Have you ever asked a relative about your family history? The experience is like lifting the handle on an old-fashioned water pump. You never know what’s going to come out. Maybe nothing: maybe the pump doesn’t work anymore or its source has run dry. Or you may prompt a sudden torrent that soaks your shoes and disappears into the ground before you can catch it. You may luck into a perfect stream of water—then find it too muddy to use.
Preparing for a family history interview is like preparing to collect water from that old pump. You may have to “prime the pump” before any information spouts forth. You need to be prepared to catch a burst of names or stories, and you may need to filter a bit before the content is meaningful.
Prime the pump
I find old-fashioned water pumps at parks and beaches, where they are used infrequently or only seasonally.

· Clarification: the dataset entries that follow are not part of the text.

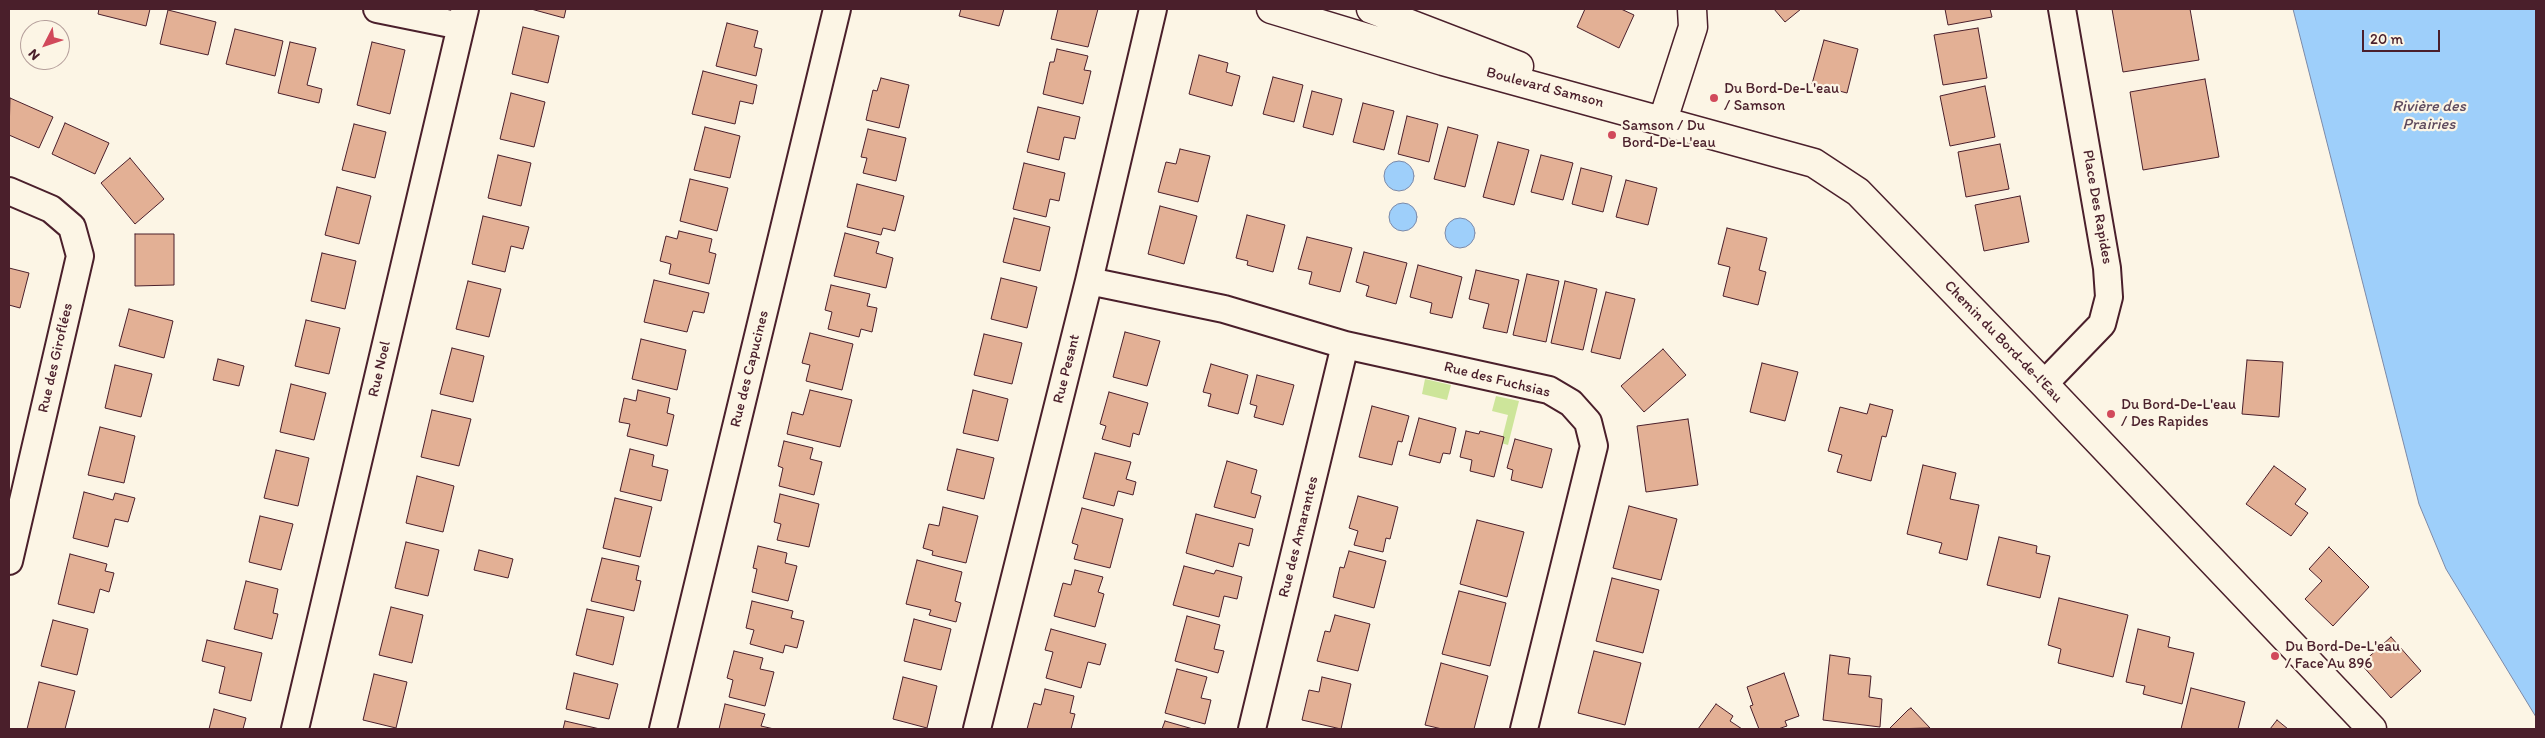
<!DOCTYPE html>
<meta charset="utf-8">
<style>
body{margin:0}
#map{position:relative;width:2545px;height:738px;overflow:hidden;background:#fcf5e5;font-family:Itim,sans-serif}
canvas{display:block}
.frame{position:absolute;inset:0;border:10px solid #4a1f2b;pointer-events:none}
.north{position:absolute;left:20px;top:20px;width:50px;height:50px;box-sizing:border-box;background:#fcf5e5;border:1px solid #b59f9b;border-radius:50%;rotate:229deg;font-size:14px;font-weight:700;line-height:20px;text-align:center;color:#4a1f2b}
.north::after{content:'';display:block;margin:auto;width:18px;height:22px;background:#d1495b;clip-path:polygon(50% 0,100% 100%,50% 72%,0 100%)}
.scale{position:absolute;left:2362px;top:30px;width:78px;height:22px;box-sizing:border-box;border:2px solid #4a1f2b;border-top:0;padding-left:6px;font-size:15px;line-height:18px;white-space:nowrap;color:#4a1f2b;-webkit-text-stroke:4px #fcf5e5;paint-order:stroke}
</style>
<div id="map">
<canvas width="2545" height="738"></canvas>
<div class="frame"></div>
<div class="north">N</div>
<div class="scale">20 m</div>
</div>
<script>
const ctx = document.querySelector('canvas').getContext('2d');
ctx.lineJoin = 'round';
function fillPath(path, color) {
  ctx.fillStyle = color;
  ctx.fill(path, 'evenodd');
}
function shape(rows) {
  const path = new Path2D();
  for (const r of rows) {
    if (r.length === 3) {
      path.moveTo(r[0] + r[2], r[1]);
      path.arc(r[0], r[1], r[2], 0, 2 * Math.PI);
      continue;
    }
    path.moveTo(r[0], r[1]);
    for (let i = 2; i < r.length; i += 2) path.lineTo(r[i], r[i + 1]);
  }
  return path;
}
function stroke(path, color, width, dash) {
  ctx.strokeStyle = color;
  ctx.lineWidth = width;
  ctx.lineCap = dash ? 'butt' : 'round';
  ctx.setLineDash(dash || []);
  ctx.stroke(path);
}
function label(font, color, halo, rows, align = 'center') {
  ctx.font = font + ' Itim,sans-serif';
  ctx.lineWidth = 4.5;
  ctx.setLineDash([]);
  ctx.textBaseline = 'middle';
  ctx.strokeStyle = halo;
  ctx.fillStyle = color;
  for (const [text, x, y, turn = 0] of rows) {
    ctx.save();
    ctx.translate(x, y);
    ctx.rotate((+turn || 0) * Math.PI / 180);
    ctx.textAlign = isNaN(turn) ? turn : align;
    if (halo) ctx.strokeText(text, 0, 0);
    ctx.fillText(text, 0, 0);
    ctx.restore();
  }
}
const green = shape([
 [1425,379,1451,385,1447,400,1422,394],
 [1496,396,1519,401,1508,445,1501,443,1508,415,1492,411]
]);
const water = shape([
 [2293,9,2536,9,2536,717,2446,569,2419,504,2293,9],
 [1399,176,15],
 [1403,217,14],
 [1460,233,15]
]);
const building = shape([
 [99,9,150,9,146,26,98,14,99,9],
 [531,9,566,9,564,18,531,9],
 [961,9,1004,9,999,26,959,16,961,9],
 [1058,9,1098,9,1088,47,1051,39,1058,9],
 [1585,9,1621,9,1634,15,1619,48,1577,27,1585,9],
 [1774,9,1801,9,1785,22,1774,9],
 [1945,9,1990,9,1992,17,1948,25,1945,9],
 [2112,9,2190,9,2199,60,2123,72,2112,9],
 [168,10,216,22,208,55,160,44,168,10],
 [727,23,758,31,754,47,762,49,756,76,716,66,727,23],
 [523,27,559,36,548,83,512,74,523,27],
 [1978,28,1987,78,1943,85,1934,35,1978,28],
 [235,29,283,41,275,76,226,64,235,29],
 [1824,40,1858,49,1847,93,1812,84,1824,40],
 [290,42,316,48,307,85,322,89,319,103,278,93,290,42],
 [372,42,405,50,390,114,357,105,372,42],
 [1057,49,1088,56,1084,70,1091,71,1083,104,1043,94,1050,62,1054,62,1057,49],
 [1199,55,1228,63,1226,72,1240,76,1232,106,1189,94,1199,55],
 [703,71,757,85,753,104,740,101,735,124,692,114,703,71],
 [1273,77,1303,85,1294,122,1263,114,1273,77],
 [881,78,909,85,899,128,866,120,873,90,877,91,881,78],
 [2205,79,2219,157,2143,170,2130,92,2205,79],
 [1985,86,1995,137,1950,146,1940,96,1985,86],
 [1312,91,1342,99,1333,135,1303,127,1312,91],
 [511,93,545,102,534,147,500,139,511,93],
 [10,98,53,117,39,148,9,135,10,98],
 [1363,103,1394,111,1384,150,1353,142,1363,103],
 [1038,107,1080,117,1075,139,1064,137,1059,160,1027,152,1038,107],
 [1407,116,1438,124,1429,162,1398,154,1407,116],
 [65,123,109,143,95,174,52,154,65,123],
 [354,124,386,132,375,178,342,170,354,124],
 [705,127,740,136,730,178,694,170,705,127],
 [1448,127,1478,135,1465,187,1434,179,1448,127],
 [868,129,906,138,896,181,863,173,867,158,861,157,868,129],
 [1498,142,1529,150,1514,205,1483,197,1498,142],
 [2000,144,2009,189,1966,197,1958,152,2000,144],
 [1180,149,1210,156,1198,202,1158,192,1166,162,1176,164,1180,149],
 [498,155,531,163,521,206,488,198,498,155],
 [1541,155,1573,163,1563,200,1531,192,1541,155],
 [130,158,164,199,135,224,101,183,130,158],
 [1024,163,1065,173,1059,201,1050,199,1046,217,1013,209,1024,163],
 [1581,168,1612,176,1603,212,1572,204,1581,168],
 [690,179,728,188,717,231,680,221,690,179],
 [1626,180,1657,188,1648,225,1616,217,1626,180],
 [857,184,904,196,895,231,883,228,881,235,847,227,857,184],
 [337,187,371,196,359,244,325,235,337,187],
 [2020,196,2029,242,1984,251,1975,205,2020,196],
 [1160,206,1197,216,1184,264,1148,254,1160,206],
 [1247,215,1285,225,1273,272,1247,265,1248,261,1236,258,1247,215],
 [483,216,529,227,523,249,511,246,505,272,472,264,483,216],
 [1014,218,1050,227,1040,271,1003,262,1014,218],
 [1727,228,1767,238,1759,270,1766,272,1758,305,1723,296,1730,267,1718,264,1727,228],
 [679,231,712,239,709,252,716,254,709,284,669,274,671,264,660,261,666,236,677,239,679,231],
 [845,233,879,242,876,253,893,258,886,288,834,276,845,233],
 [135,234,174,234,174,285,135,286,135,234],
 [1307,237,1352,248,1340,292,1309,284,1312,272,1298,269,1307,237],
 [1364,252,1407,263,1396,304,1366,296,1369,286,1356,282,1364,252],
 [322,253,356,261,345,309,311,301,322,253],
 [1418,265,1462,277,1452,318,1430,313,1432,303,1410,297,1418,265],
 [9,268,29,273,20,308,9,305,9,268],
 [1476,270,1519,280,1507,333,1483,328,1489,304,1469,299,1476,270],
 [1527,274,1559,281,1546,342,1513,335,1527,274],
 [1001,278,1037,287,1027,328,991,319,1001,278],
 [654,280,709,293,704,313,693,311,687,332,644,322,654,280],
 [468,281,501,289,489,337,456,329,468,281],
 [1565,281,1597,289,1583,350,1551,343,1565,281],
 [831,285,870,294,867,306,877,308,872,332,861,329,859,337,828,329,832,312,825,310,831,285],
 [1606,292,1635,299,1620,359,1591,352,1606,292],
 [129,309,173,321,164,358,119,346,129,309],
 [306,320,340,328,329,374,295,366,306,320],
 [1125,332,1160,341,1147,386,1113,377,1125,332],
 [810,333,853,344,842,390,806,381,810,365,802,363,810,333],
 [984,334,1022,343,1012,384,974,375,984,334],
 [641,339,686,350,677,390,632,379,641,339],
 [452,348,484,356,473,402,440,394,452,348],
 [1663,349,1686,375,1644,412,1621,386,1663,349],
 [218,359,244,366,239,386,213,380,218,359],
 [2247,360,2283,362,2279,417,2242,414,2247,360],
 [1762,363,1798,372,1785,421,1750,412,1762,363],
 [1211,364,1248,375,1238,414,1208,406,1211,394,1203,392,1211,364],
 [115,365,152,374,141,417,105,408,115,365],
 [1257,375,1294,385,1283,425,1254,417,1257,406,1250,404,1257,375],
 [291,384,326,393,314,440,280,432,291,384],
 [638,390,670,398,667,413,674,415,667,446,627,436,630,424,619,422,624,398,636,401,638,390],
 [810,390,852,400,840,447,787,434,792,412,803,415,810,390],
 [973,390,1008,399,998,441,963,433,973,390],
 [1109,392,1148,403,1139,435,1133,433,1130,447,1102,439,1106,426,1100,424,1109,392],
 [1870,404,1893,410,1886,437,1882,436,1871,481,1837,472,1842,455,1828,451,1840,407,1867,414,1870,404],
 [1372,406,1409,416,1402,442,1398,441,1392,465,1359,457,1372,406],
 [432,410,471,419,459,466,421,457,432,410],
 [1419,418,1456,428,1450,454,1443,453,1440,463,1409,455,1419,418],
 [1688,419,1698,485,1646,492,1637,426,1688,419],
 [100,427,135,436,124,483,88,475,100,427],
 [1466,431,1479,434,1480,431,1504,437,1494,477,1470,471,1472,460,1460,457,1466,431],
 [1515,439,1552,449,1542,488,1511,480,1513,470,1507,468,1515,439],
 [784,441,813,448,810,459,822,462,814,495,779,486,783,468,778,466,784,441],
 [630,449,654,455,652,466,668,470,661,501,620,491,630,449],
 [957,449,994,458,984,499,947,490,957,449],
 [276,450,309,458,298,506,264,498,276,450],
 [1095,453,1131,462,1126,479,1136,482,1133,495,1118,491,1114,506,1083,498,1095,453],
 [1227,461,1257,470,1251,493,1261,496,1255,518,1214,507,1227,461],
 [1923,465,1956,473,1950,499,1979,505,1967,560,1939,553,1942,543,1907,534,1923,465],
 [2274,466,2306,489,2295,504,2308,513,2291,536,2246,504,2274,466],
 [417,476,454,486,443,532,406,523,417,476],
 [84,492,113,500,115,493,135,498,128,522,115,519,108,547,73,538,84,492],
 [780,494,819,504,809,547,777,540,781,524,774,522,780,494],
 [1358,496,1398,507,1390,539,1386,538,1383,552,1354,545,1358,531,1349,528,1358,496],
 [615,498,652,507,640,557,603,548,615,498],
 [1629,506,1677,519,1661,580,1613,568,1629,506],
 [943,507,978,516,966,563,932,555,933,551,923,548,929,524,939,526,943,507],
 [1082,508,1123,519,1110,568,1074,559,1078,545,1072,543,1082,508],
 [1196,514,1253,529,1249,546,1239,543,1233,567,1186,553,1196,514],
 [260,516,293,524,281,570,249,562,260,516],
 [1477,520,1524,532,1507,597,1460,584,1477,520],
 [1999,537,2037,546,2036,553,2050,556,2040,598,1987,585,1999,537],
 [406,542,439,550,428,596,395,588,406,542],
 [758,546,787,553,785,563,797,566,788,601,752,592,757,569,753,568,758,546],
 [2329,547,2369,587,2333,626,2305,599,2322,581,2309,569,2329,547],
 [479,550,513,559,508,578,474,570,479,550],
 [1349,551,1386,561,1374,608,1333,597,1340,567,1344,568,1349,551],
 [70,554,107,564,105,571,114,573,109,592,100,589,94,613,58,604,70,554],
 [602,558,639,566,636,580,641,581,634,611,591,601,602,558],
 [917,560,962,572,955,601,961,603,956,622,929,615,931,610,906,604,917,560],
 [1184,566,1214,574,1216,570,1242,577,1237,599,1224,596,1219,617,1173,605,1184,566],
 [1075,570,1103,577,1098,592,1104,594,1095,627,1054,616,1063,583,1071,585,1075,570],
 [1612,578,1659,590,1643,653,1596,641,1612,578],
 [246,581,278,589,273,613,278,614,272,639,234,629,246,581],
 [1459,591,1506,603,1490,666,1442,654,1459,591],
 [2059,598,2128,615,2113,677,2058,663,2061,649,2048,645,2059,598],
 [752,601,793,611,791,618,804,621,797,648,785,645,783,653,750,644,754,630,746,628,752,601],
 [391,607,423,615,412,663,379,655,391,607],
 [587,609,624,617,613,665,576,655,587,609],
 [1335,615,1370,624,1358,671,1317,661,1325,631,1330,632,1335,615],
 [1187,616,1220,625,1214,649,1224,651,1218,673,1175,661,1187,616],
 [914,619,951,629,941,670,904,661,914,619],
 [53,620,88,629,77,675,41,666,53,620],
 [1051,629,1106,644,1100,665,1088,662,1081,688,1046,678,1053,652,1045,650,1051,629],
 [2138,629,2170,637,2168,647,2194,653,2182,704,2143,694,2145,686,2126,682,2138,629],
 [2391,637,2421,671,2391,698,2361,664,2391,637],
 [207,640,262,653,251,701,219,693,225,667,202,661,207,640],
 [734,651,763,658,760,669,774,672,765,706,729,697,733,680,727,678,734,651],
 [1594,651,1641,663,1625,725,1578,713,1594,651],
 [1830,655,1850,658,1848,674,1871,676,1869,697,1882,699,1880,727,1823,720,1830,655],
 [1441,663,1488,676,1474,729,1442,729,1425,725,1441,663],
 [1177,669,1207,677,1201,698,1211,700,1205,724,1165,713,1177,669],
 [574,673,618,684,609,719,566,709,574,673],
 [1784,673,1799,716,1785,721,1787,726,1778,729,1759,729,1750,706,1753,705,1747,687,1784,673],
 [374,674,407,682,396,728,363,720,374,674],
 [903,677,937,686,927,728,893,719,903,677],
 [1322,677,1351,684,1341,729,1302,720,1309,690,1319,692,1322,677],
 [39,682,75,691,65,729,27,729,39,682],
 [2191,688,2245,702,2238,729,2181,729,2191,688],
 [1045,689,1074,696,1070,713,1075,714,1071,729,1027,729,1034,703,1041,705,1045,689],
 [725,704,765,714,761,726,774,729,719,729,725,704],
 [1716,704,1733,716,1730,721,1742,729,1698,729,1716,704],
 [1911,708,1930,728,1889,729,1908,710,1911,708],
 [214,709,246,718,243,729,209,729,214,709],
 [2277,720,2288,729,2270,729,2277,720],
 [565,721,600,729,563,729,565,721],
 [1165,721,1193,729,1162,729,1165,721]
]);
const minor = shape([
 [377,9,461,26],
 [9,191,51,209,72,227,80,256,9,561],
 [1089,281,1224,309,1345,345,1549,390,1571,403,1588,422,1594,446,1524,729],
 [2044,384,2102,324,2109,297,2107,268,2062,9],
 [295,729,465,9],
 [663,729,837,9],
 [977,729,1089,281,1153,9],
 [1252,729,1345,345]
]);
const tertiary = shape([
 [1271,9,1443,61,1814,163,1858,192,2044,384,2372,729],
 [1371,9,1519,66],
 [1663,120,1693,27,1692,9]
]);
const markers = [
 [1714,98,5,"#d1495b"],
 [1612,135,5,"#d1495b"],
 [2111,414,5,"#d1495b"],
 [2275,656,5,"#d1495b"]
];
const streetNames = [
 ["Boulevard Samson",1545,88,15],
 ["Place Des Rapides",2097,207,80],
 ["Chemin du Bord-de-l'Eau",2003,342,46],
 ["Rue des Giroflées",56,358,-77],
 ["Rue Noel",380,369,-77],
 ["Rue des Capucines",750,369,-76],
 ["Rue Pesant",1067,369,-76],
 ["Rue des Fuchsias",1497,380,14],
 ["Rue des Amarantes",1299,537,-76]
];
const poiNames = [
 ["Du Bord-De-L'eau",1724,89],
 ["/ Samson",1724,106],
 ["Samson / Du",1622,126],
 ["Bord-De-L'eau",1622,143],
 ["Du Bord-De-L'eau",2121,405],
 ["/ Des Rapides",2121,422],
 ["Du Bord-De-L'eau",2285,647],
 ["/ Face Au 896",2285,664]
];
const waterNames = [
 ["Rivière des",2429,107],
 ["Prairies",2429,125]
];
fillPath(green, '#cde59a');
fillPath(water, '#9ecffa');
stroke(water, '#7c89a7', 1);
fillPath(building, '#e3b095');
stroke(building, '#4a1f2b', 1);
stroke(minor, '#4a1f2b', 30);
stroke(tertiary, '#4a1f2b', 31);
stroke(minor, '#fcf5e5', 26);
stroke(tertiary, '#fcf5e5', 28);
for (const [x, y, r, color] of markers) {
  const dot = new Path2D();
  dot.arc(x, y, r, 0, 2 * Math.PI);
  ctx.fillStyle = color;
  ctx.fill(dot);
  stroke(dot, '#fcf5e5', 2);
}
label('15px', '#4a1f2b', '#fcf5e5', streetNames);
label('15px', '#4a1f2b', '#fcf5e5', poiNames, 'left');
label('italic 16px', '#5f4b5f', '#fcf5e5', waterNames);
</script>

To get the water flowing, I pump the handle several times. I listen for a gurgle in the pipe below and feel for a tell-tale resistance in the pumping rhythm before I expect results.
When we ask our relatives to remember names, dates, and stories, we are asking them to dig deep into memories they may not often access. Ease them into the process and wait patiently for them to recall things. Ask them to think about topics in advance: “When I see you this Christmas, will you please share some of your memories of Christmases past?”
My favorite “pump-priming” technique is a casual conversation. I ask about their lives in general: career, education, family. I let them lead the discussion and note whom and what they love to talk about—and which topics they avoid. I may ask whether they know much about their parents or grandparents. A conversation likes this serves several purposes beyond priming their memory pump. Showing sincere interest builds trust and rapport. Gathering facts helps me prepare meaningful interview questions. Knowing their pet topics and any emotional boundaries allows me to steer future conversations appropriately.
Catch the water
With some relatives, you never get beyond the pump-priming phase of a family history interview. Maybe they show no interest, have lost most of their memories, or simply aren’t available for an in-depth interview. They’ve gone dry. But when you can have a formal interview, have your bucket ready.
I mean this in two ways. First, be prepared. Do your homework with facts you already know. If your aunt worked in a factory, Google the name of the town and factory to see what you can learn about it (add the search term “history” if you get too many hits). Well-informed questions show you care and will elicit more meaningful answers. Prepare a list of open-ended questions (not ones that can be answered “yes” or “no”).
Second, record the conversation. Use a digital recorder if you can (don’t forget that many digital cameras take video), but don’t put off an interview for lack of current technology. Use a tape recorder or type or hand-write their answers. If a recorder makes you nervous, practice with it. If a recorder makes a relative nervous, compromise: put it out of sight, or just record audio instead of video. Promise to turn it off upon request. Never record without permission.
Purify the water
Just like groundwater, memories can be muddy when they first surface. They may be too vague to be meaningful: “my childhood was good.” They may be colored by emotions: “I don’t want to talk about my father.” They may wander off-topic before they fully answer a question.
Follow-up questions work like water purification. They clarify the facts and their significance. Use questions that capture who, what, when, where, why, and how. “So your childhood was good. Who made it special?” Say, “Tell me more.” Ask what he thought or felt. Sometimes your best response is a patient silence and an encouraging nod, to give someone time to reflect, process, and put things into words. If someone has really strong emotions, respect their right to them. After a pause, indicate your willingness to listen if they’d like to talk, or the choice to change the subject.
Your relative may go off-topic. Never be impatient; a family history interview is not the Inquisition. Listen for a while to see if this new topic is fruitful. If not, nudge her one direction or another. “You started to talk about the factory and then we got onto your mom’s illness. I am interested in learning more about both. Which can we talk about?”
By the end of the conversation, the hope is that your bucket will be full, so to speak, of clear, meaningful memories. All the patient pump-priming will be worth it. And you’ll likely find yourself returning to the wellspring of family memory again and again.